Daqui de onde estou, do alto deste mais de meio século de existência, posso enxergar, num só relance intuitivo, todo o horizonte de evidências que busquei desde a primeira juventude. Mas enxergá-las não é possuí-las ainda, de vez que, por uma curiosa fatalidade inerente à constituição da mente humana, quanto mais intuitivo e evidente é o conteúdo de um conhecimento, tanto mais ele requer, para expressar-se, as minuciosas distinções da dialética e da lógica. Fatalidade que, por ser desconhecida daqueles que ainda padecem do dualismo do pensar e do perceber, lhes torna impossível compreender a filosofia como forma simbólica e como arte magistral arquitetônica que, tendo por matéria bruta e quase sensível não palavras ou sons e cores, mas sim aquilo que para o vulgo é o que há de mais abstrato, isto é, o puro esquema eidético do discurso, tem como forma interior e meta derradeira aquilo que, por supremamente evidente e luminoso, está para além de todo discurso.
É pois natural que o filósofo, antes de se aventurar a dar às suas idéias a expressão formal e sistêmica em que adquirirão sua identidade definitiva, acerte as contas com as primeiras etapas de sua vida e de sua obra, como o pintor que revê e ordena seus esboços antes de iniciar o quadro.
Não é outro o sentido da coletânea de Estudos reunidos que este volume inaugura. Para o escritor, para o crítico, para o ensaísta, um volume deste gênero é coroamento de uma vida. Publicá-lo aos sessenta anos seria prematura aposentadoria. Para o filósofo, é apenas a hora de fazer a avaliação final dos ensaios para poder iniciar o espetáculo.
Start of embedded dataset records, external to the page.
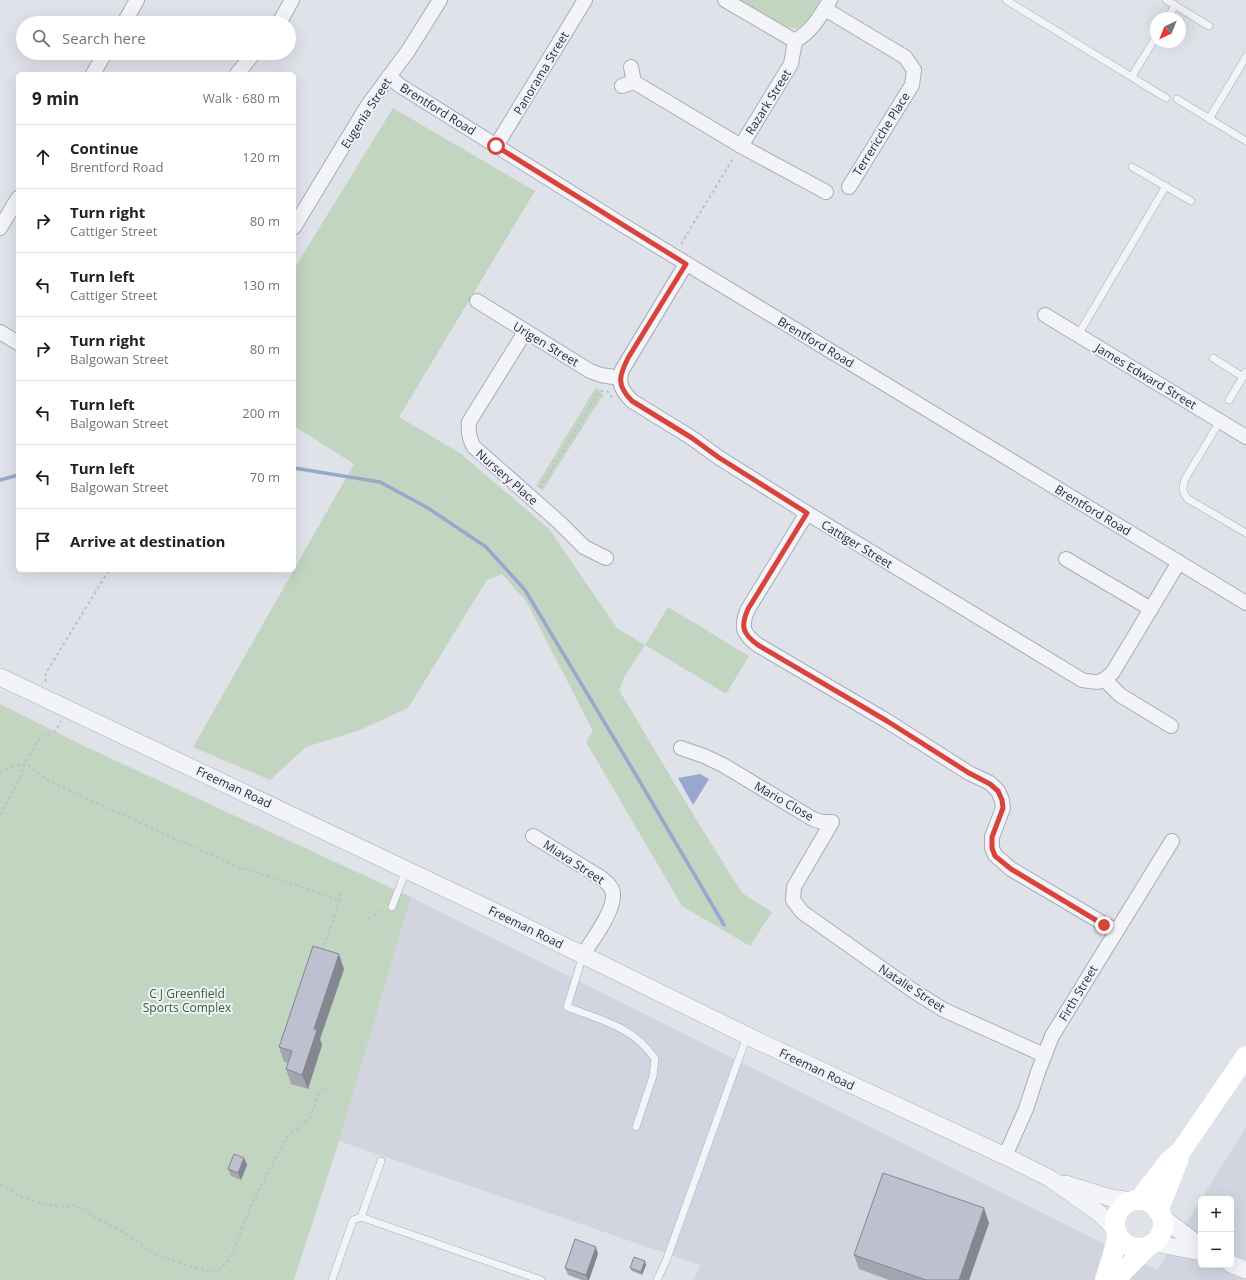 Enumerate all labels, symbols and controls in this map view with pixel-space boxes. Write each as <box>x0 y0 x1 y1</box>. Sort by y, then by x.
north arrow <box>1150 12 1186 48</box>
search box <box>16 16 296 60</box>
icon: search <box>30 27 52 49</box>
text: Search here <box>62 28 146 48</box>
street label: Panorama Street <box>509 28 573 118</box>
street label: Razark Street <box>741 66 795 138</box>
street label: Eugenia Street <box>337 74 395 152</box>
street label: Brentford Road <box>397 79 479 139</box>
text: 9 min <box>32 87 79 110</box>
text: Walk · 680 m <box>203 89 280 107</box>
street label: Terrericche Place <box>848 89 914 179</box>
route start <box>487 137 505 155</box>
text: Continue <box>70 138 138 158</box>
icon: ahead <box>32 146 54 168</box>
text: 120 m <box>242 148 280 166</box>
text: Brentford Road <box>70 158 163 176</box>
text: Turn right <box>70 202 145 222</box>
icon: right <box>32 210 54 232</box>
text: 80 m <box>250 212 280 230</box>
text: Cattiger Street <box>70 222 157 240</box>
text: Turn left <box>70 266 135 286</box>
icon: left <box>32 274 54 296</box>
text: 130 m <box>242 276 280 294</box>
text: Cattiger Street <box>70 286 157 304</box>
street label: Brentford Road <box>775 312 857 372</box>
street label: Urigen Street <box>510 318 582 370</box>
text: Turn right <box>70 330 145 350</box>
icon: right <box>32 338 54 360</box>
street label: James Edward Street <box>1091 338 1200 413</box>
text: 80 m <box>250 340 280 358</box>
text: Balgowan Street <box>70 350 169 368</box>
text: Turn left <box>70 394 135 414</box>
icon: left <box>32 402 54 424</box>
text: 200 m <box>242 404 280 422</box>
text: Balgowan Street <box>70 414 169 432</box>
street label: Nursery Place <box>472 445 542 509</box>
text: Turn left <box>70 458 135 478</box>
icon: left <box>32 466 54 488</box>
text: 70 m <box>250 468 280 486</box>
text: Balgowan Street <box>70 478 169 496</box>
street label: Brentford Road <box>1052 480 1134 540</box>
street label: Cattiger Street <box>818 516 896 572</box>
icon: arrive <box>32 530 54 552</box>
text: Arrive at destination <box>70 531 225 551</box>
street label: Freeman Road <box>193 762 275 812</box>
street label: Mario Close <box>751 777 817 825</box>
street label: Miava Street <box>540 836 608 888</box>
street label: Freeman Road <box>486 902 566 952</box>
route end <box>1095 916 1113 934</box>
street label: Natalie Street <box>875 960 949 1016</box>
street label: Firth Street <box>1055 962 1101 1024</box>
park label: C J Greenfield Sports Complex <box>143 985 232 1016</box>
street label: Freeman Road <box>776 1044 858 1094</box>
map controls <box>1198 1196 1234 1268</box>
button: + <box>1198 1196 1234 1232</box>
button: − <box>1198 1232 1234 1268</box>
Toda a minha obra publicada até o momento, que esta coletânea conclui, deve portanto ser vista como um longo prefácio à História essencial da filosofia, ao Breve tratado de metafísica dogmática, à Filosofia política e a outras exposições que se seguirão, algumas das quais se encontram a meio caminho de sua forma final, outras dispersas e informes em notas de aulas, outras apenas in nuce.
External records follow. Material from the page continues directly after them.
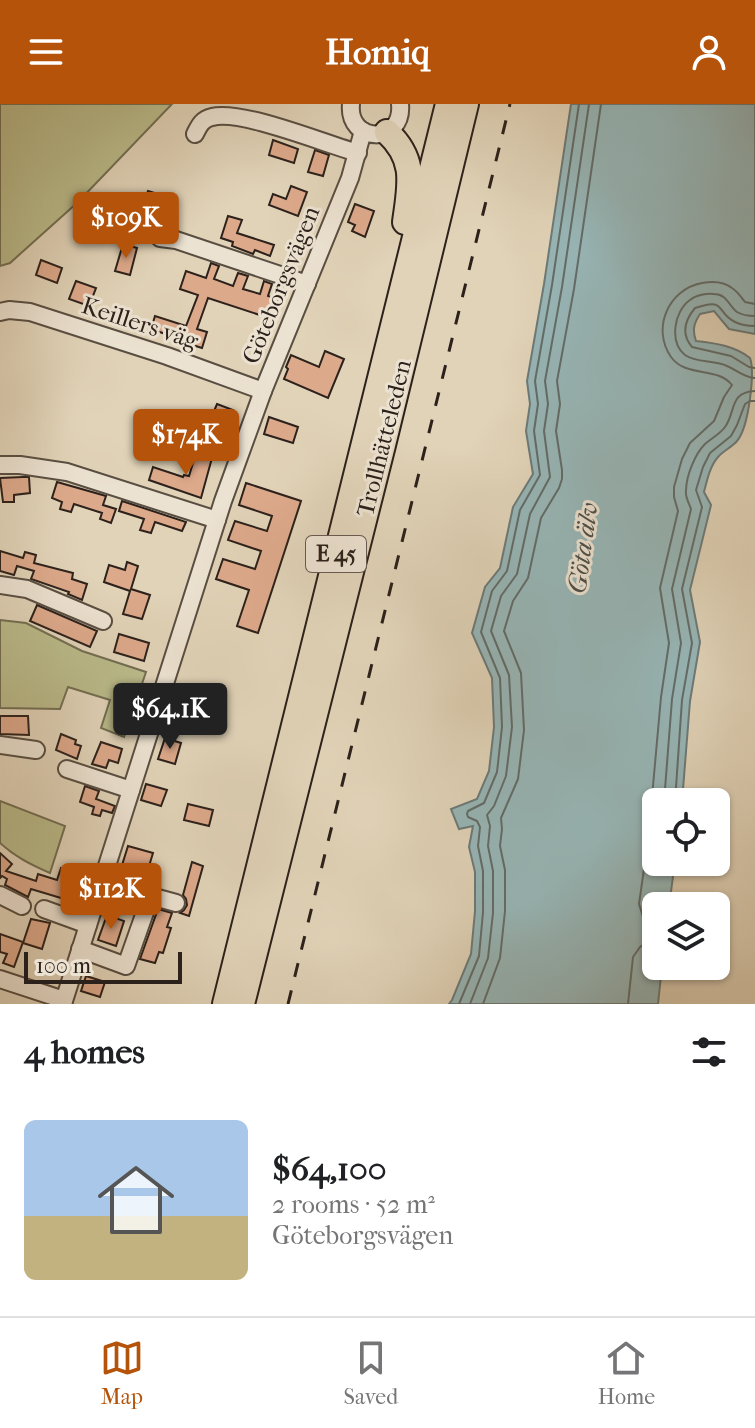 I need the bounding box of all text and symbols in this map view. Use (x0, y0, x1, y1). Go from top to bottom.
icon: menu (24, 30, 68, 74)
icon: person (687, 30, 731, 74)
text: Homiq (325, 31, 430, 73)
pin: $109K (70, 192, 182, 260)
text: $109K (91, 202, 161, 233)
street label: Göteborgsvägen (237, 202, 325, 368)
street label: Keillers väg (78, 291, 203, 355)
street label: Trollhätteleden (351, 357, 417, 519)
pin: $174K (130, 409, 242, 477)
text: $174K (151, 419, 221, 450)
water label: Göta älv (561, 500, 605, 596)
road number: E 45 (306, 536, 366, 572)
pin: $64.1K (105, 683, 235, 751)
text: $64.1K (131, 693, 209, 724)
map controls (642, 788, 730, 980)
button: locate (642, 788, 730, 876)
pin: $112K (55, 863, 167, 931)
text: $112K (78, 873, 144, 904)
button: layers (642, 892, 730, 980)
scale bar (24, 948, 182, 984)
text: 100 m (36, 953, 91, 979)
icon: filters (687, 1030, 731, 1074)
text: 4 homes (24, 1032, 145, 1072)
text: $64,100 (272, 1149, 386, 1189)
icon: home (88, 1152, 184, 1248)
text: 2 rooms · 52 m² (272, 1189, 435, 1220)
text: Göteborgsvägen (272, 1220, 453, 1251)
tab: Map (100, 1336, 144, 1410)
tab: Saved (344, 1336, 398, 1410)
tab: Home (598, 1336, 655, 1410)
Pedindo a Deus que me dê forças para concluir a tarefa empreendida, apresento nesta coletânea a prestação de contas das primeiras etapas, não como quem contempla vitorioso a casa construída, mas como quem, vendo os materiais reunidos e organizados, a pilha de tijolos, o monte de areia, os renques de tábuas, arregaça as mangas para dar início à construção. Reunidos e organizados, entenda-se, só no que concerne à validade das idéias, pois não houve a menor preocupação de cronologia ou ordenação de temas no arranjo destes escritos. Preferi mesmo selecionar para este primeiro volume alguns dos mais recentes, por mera comodidade, porque me pareciam menos necessitados de revisões e acréscimos, e não me inibi de colocá-los ao lado de um trabalho como “A dialética simbólica”, de 1983, porque neste julgo ter alcançado prematuramente uma expressão que me parece adequada às minhas exigências atuais; e, se é dele o nome que vai na capa, isto sinaliza a especial alegria que senti ao escrevê-lo, e mais ainda ao subscrevê-lo agora.2
Ao apresentar este volume ao público, agradeço de coração a todos os que me ajudaram na conservação destes textos, especialmente a Meri Angélica Harakava, Stella Caymmi, Ana Maria Santos Peixoto, Maria Elisa Ortenblad, Fernando Carneiro, Henriete Fonseca, Marcelo Albuquerque, Denny Marchesani, Eduy César Ferro, Luciane Amato, Guilherme Almeida, Roseli Podbevsek e minha esposa e cúmplice, Roxane. Se esqueci alguém, foi sem querer.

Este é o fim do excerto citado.